Enhance your AI-generated answers with source references to make your app more trustworthy and verifiable.


About This Task

When using an LLM to generate answers, making it cite its resources can significantly enhance the credibility and traceability of the information provided. There are two ways to accomplish this:

  1. Using the ReferencePredictor component.
  2. Instructing the LLM to generate references.

The ReferencePredictor component excels at avoiding incorrect or hallucinated references, making it a reliable choice for maintaining accuracy. On the other hand, LLM-generated references perform better when sentences draw information from multiple sources, offering more flexibility in complex scenarios.

You can experiment with both approaches to find the one that's best for your use case.

Pipeline Templates

Reference functionality is already included in RAG pipeline templates in deepset AI Platform. Depending on the model, it's added either through ReferencePredictor or LLM-generated references.

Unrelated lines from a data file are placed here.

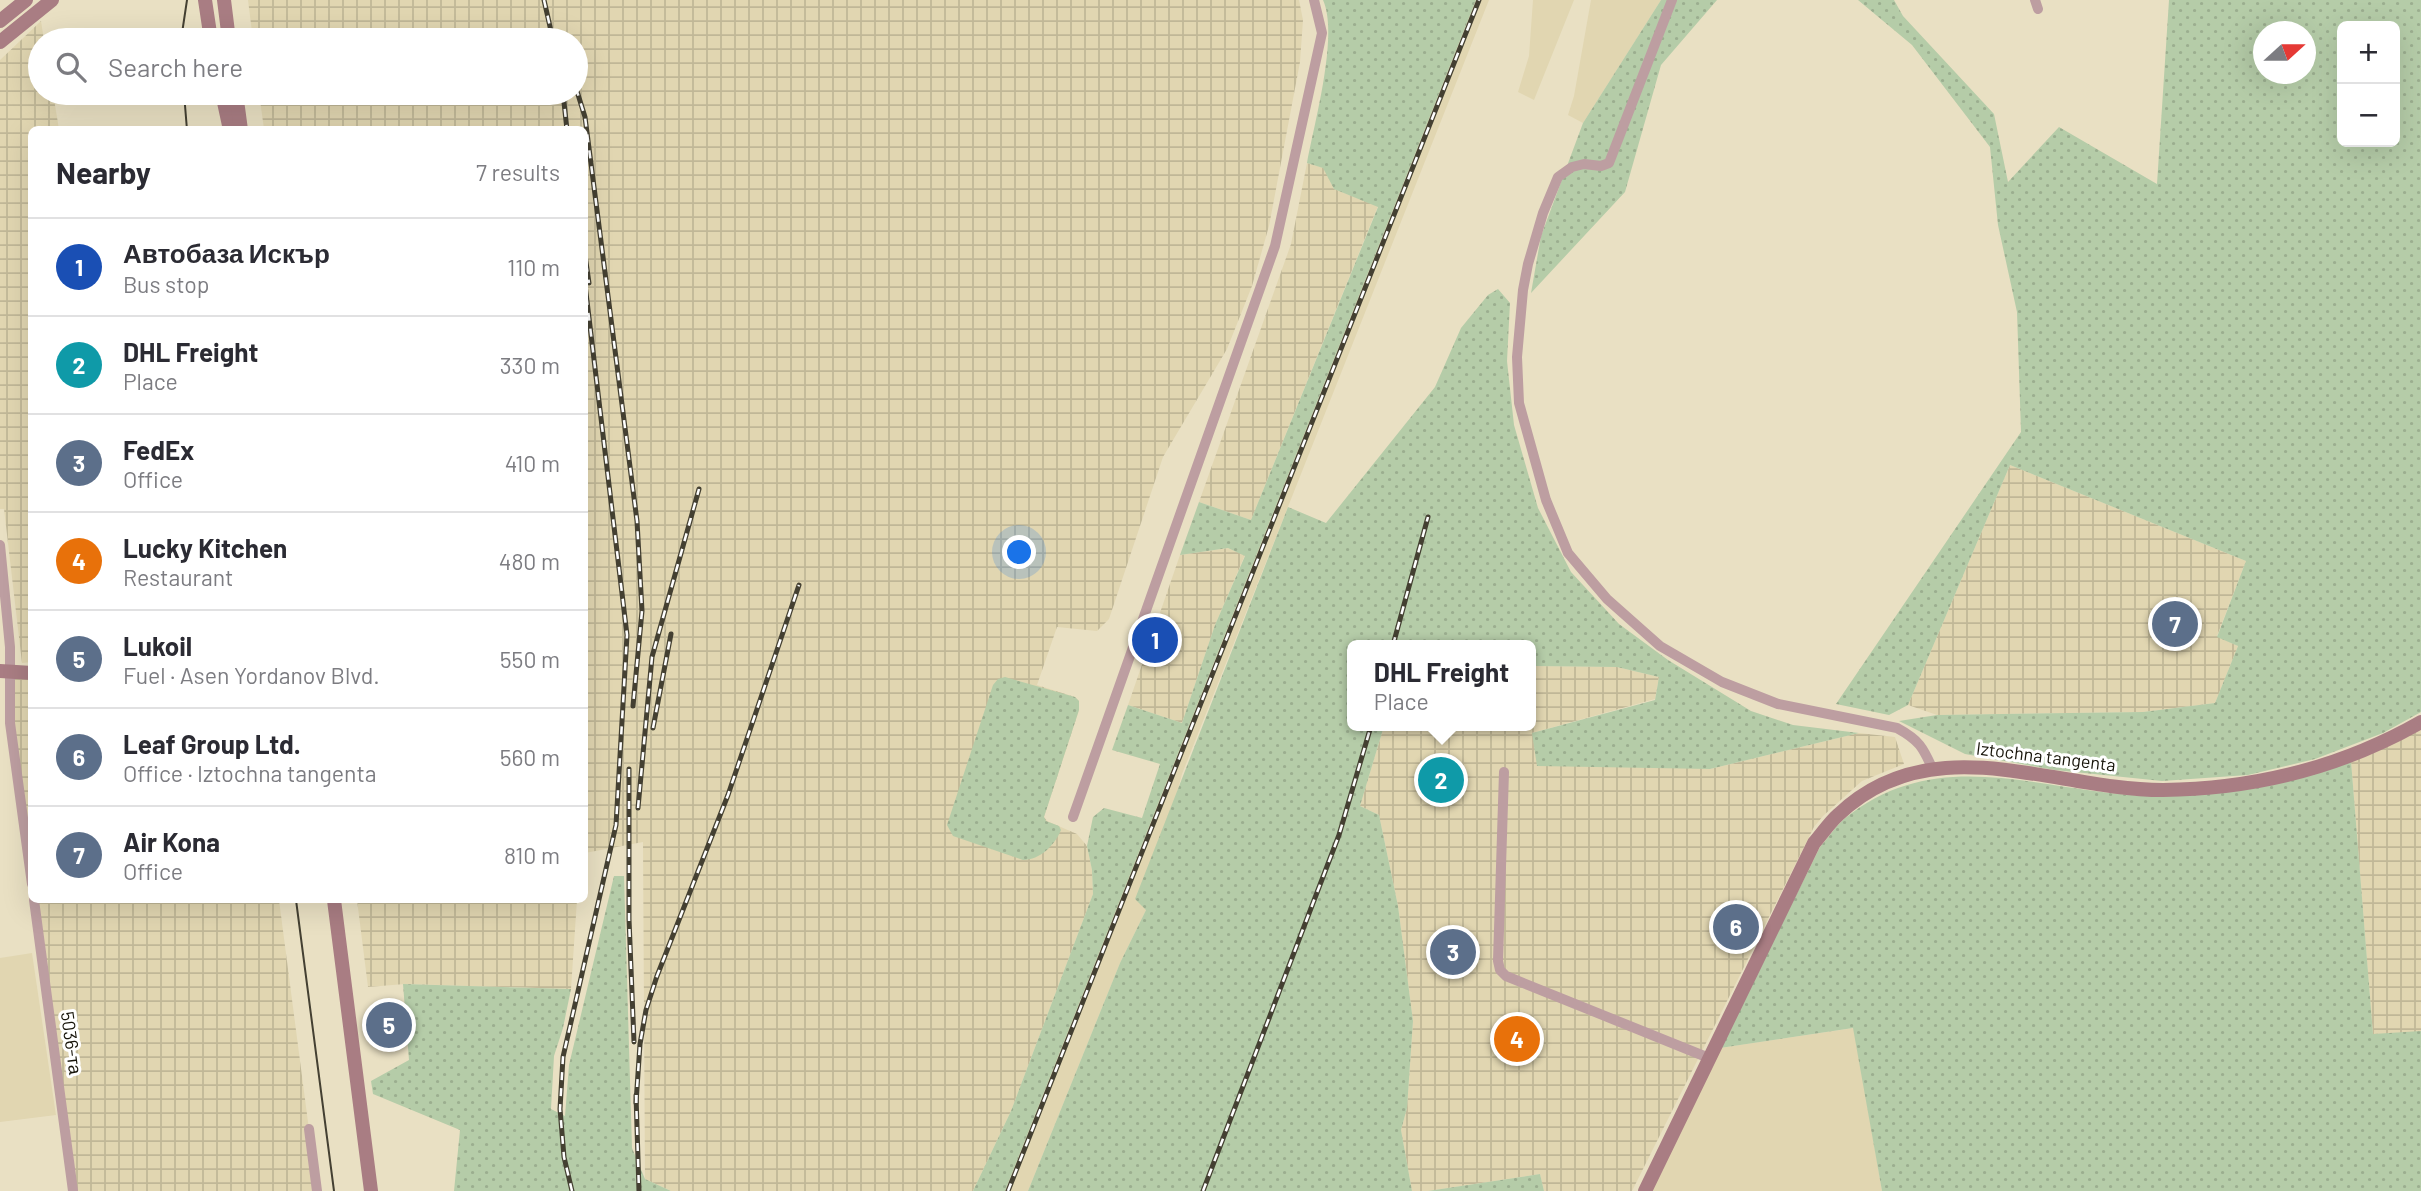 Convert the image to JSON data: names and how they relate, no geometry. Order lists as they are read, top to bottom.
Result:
{
  "streets": {
    "street": ["Iztochna tangenta", "5036-та"]
  },
  "north": "right",
  "page": {
    "map_buttons": ["+", "−"],
    "search": "Search here",
    "heading": ["Nearby", "7 results"],
    "list": [
      {
        "mark": "1",
        "name": "Автобаза Искър",
        "note": "Bus stop",
        "value": "110 m"
      },
      {
        "mark": "2",
        "name": "DHL Freight",
        "note": "Place",
        "value": "330 m"
      },
      {
        "mark": "3",
        "name": "FedEx",
        "note": "Office",
        "value": "410 m"
      },
      {
        "mark": "4",
        "name": "Lucky Kitchen",
        "note": "Restaurant",
        "value": "480 m"
      },
      {
        "mark": "5",
        "name": "Lukoil",
        "note": "Fuel · Asen Yordanov Blvd.",
        "value": "550 m"
      },
      {
        "mark": "6",
        "name": "Leaf Group Ltd.",
        "note": "Office · Iztochna tangenta",
        "value": "560 m"
      },
      {
        "mark": "7",
        "name": "Air Kona",
        "note": "Office",
        "value": "810 m"
      }
    ],
    "pins": [
      "7",
      "1",
      "2",
      "6",
      "3",
      "5",
      "4"
    ],
    "popup": ["DHL Freight", "Place"]
  }
} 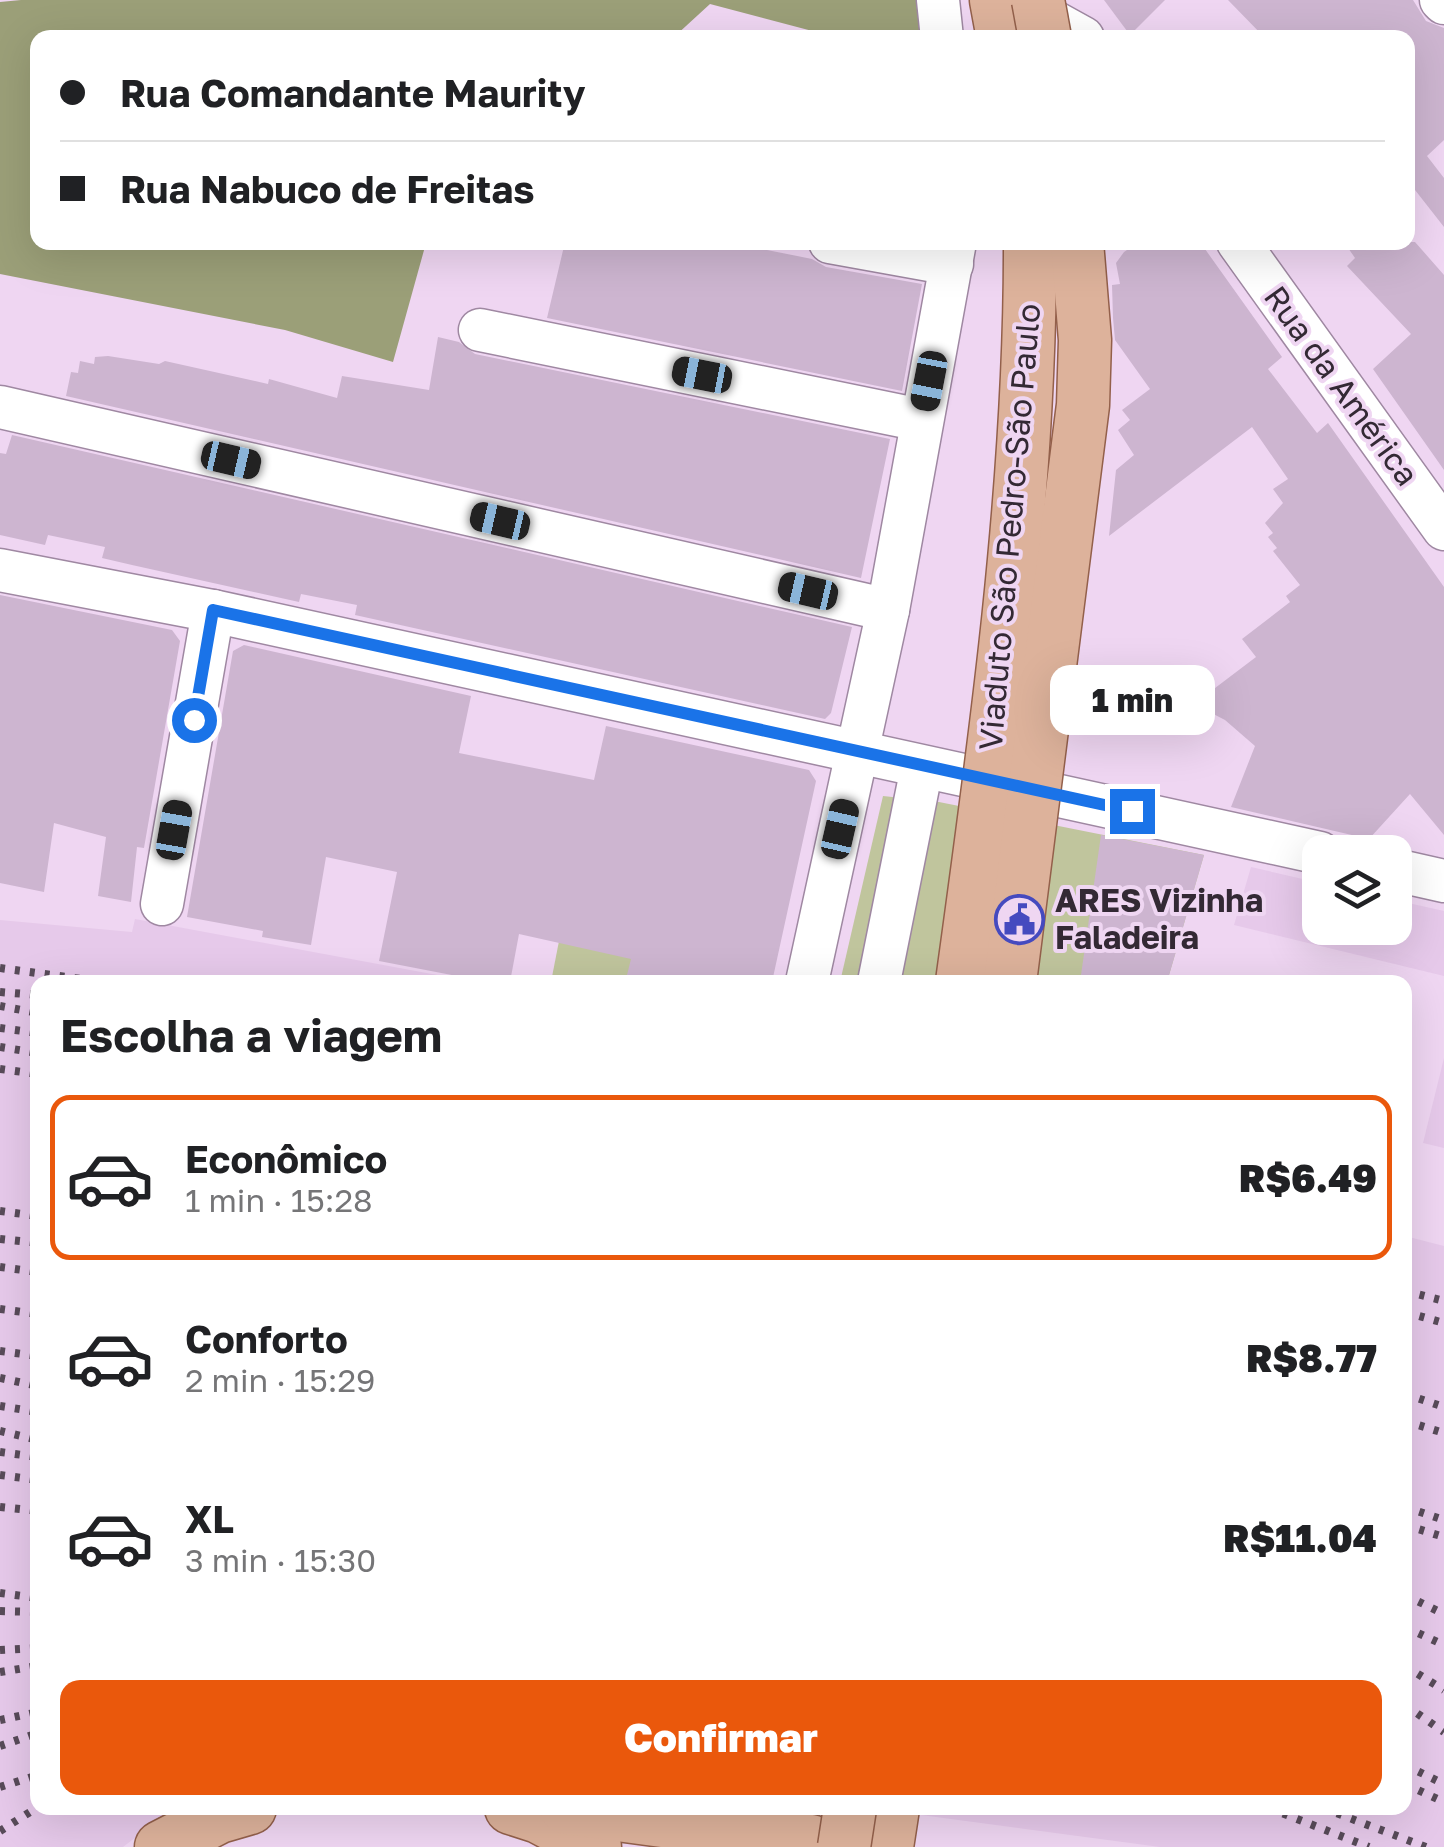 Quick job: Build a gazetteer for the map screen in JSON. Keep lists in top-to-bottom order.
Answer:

Adding References with ReferencePredictor

ReferencePredictor

ReferencePredictor shows references to documents on which the LLM's answer is based. Pipelines that contain ReferencePredictor return answers with references next to them. You can easily view the reference to check if the answer is based on it and ensure the model didn't hallucinate.

This is what the references look like in the interface:

An answer on the Search page with references next to each sentence.

To learn more about this component, see ReferencePredictor.

ReferencePredictor is typically used in query pipelines after DeepsetAnswerBuilder. It works with the answers the DeepsetAnswerBuilder produces, which must include documents to generate references.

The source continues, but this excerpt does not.